Modeling tumor growth, angiogenesis, drug-therapy, metastasis
1. Analysis of a new multispecies tumor growth model coupling 3D phase-fields with a 1D vascular network
This is joint work with Dr. J. T. Oden at UT Austin and colleagues at the Technical University of Munich. In this work, we study the 3D-1D model of tumor growth that couples the flow and transport of nutrients in the vessel network with nutrient and tumor evolution in the tissue domain. In particular, we looked at the well-posedness of the resulting highly coupled multi-dimension nonlinear model. See the article.
Figure 1 below shows progression of tumor towards nutrient rich artery on the right. In top row, the contour $\phi_T = 0.8$ plot of total tumor (sum of prolific, hypoxic, and necrotic) species volume fraction is shown. In bottom row, tumor sub-species, necrotic $\phi_N = 0.4$ (black), hypoxic $\phi_H = 0.45$ (orange), and prolific $\phi_P = 0.5$ (green), are shown. Figure is taken from article.

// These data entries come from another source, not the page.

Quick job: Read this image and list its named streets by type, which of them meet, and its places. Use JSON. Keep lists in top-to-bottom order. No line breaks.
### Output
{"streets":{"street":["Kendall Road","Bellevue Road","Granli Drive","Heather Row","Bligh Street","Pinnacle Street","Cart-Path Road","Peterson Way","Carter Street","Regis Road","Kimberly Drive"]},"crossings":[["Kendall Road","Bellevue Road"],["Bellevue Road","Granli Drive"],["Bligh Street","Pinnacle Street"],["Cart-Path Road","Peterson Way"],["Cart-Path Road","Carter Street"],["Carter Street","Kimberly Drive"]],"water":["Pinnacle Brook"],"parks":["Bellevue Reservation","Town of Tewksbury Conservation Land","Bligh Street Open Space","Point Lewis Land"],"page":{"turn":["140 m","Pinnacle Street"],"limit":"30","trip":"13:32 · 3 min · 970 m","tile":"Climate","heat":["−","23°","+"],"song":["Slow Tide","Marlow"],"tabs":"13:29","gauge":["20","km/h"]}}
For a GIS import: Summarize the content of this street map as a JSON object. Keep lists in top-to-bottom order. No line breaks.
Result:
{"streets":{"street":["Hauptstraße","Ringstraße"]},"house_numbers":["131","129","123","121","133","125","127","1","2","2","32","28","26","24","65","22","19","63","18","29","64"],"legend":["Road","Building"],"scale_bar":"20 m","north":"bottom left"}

|Figure 1: Tumor growth towards nutrient rich artery|
2. Modeling and simulation of vascular tumors embedded in dynamically evolving capillary networks
This work takes the work in the paper above one step further. In this work, we add the angiogenesis effect to the model. Angiogenesis is a phenomenon through which nutrient-starved tumor cells release unique molecules collectively called TAF (Tumor Angiogenesis Factor), which co-opt the blood vessels in the vicinity to grow towards the tumor colony and supply nutrients. We recently submitted the work for review, see article.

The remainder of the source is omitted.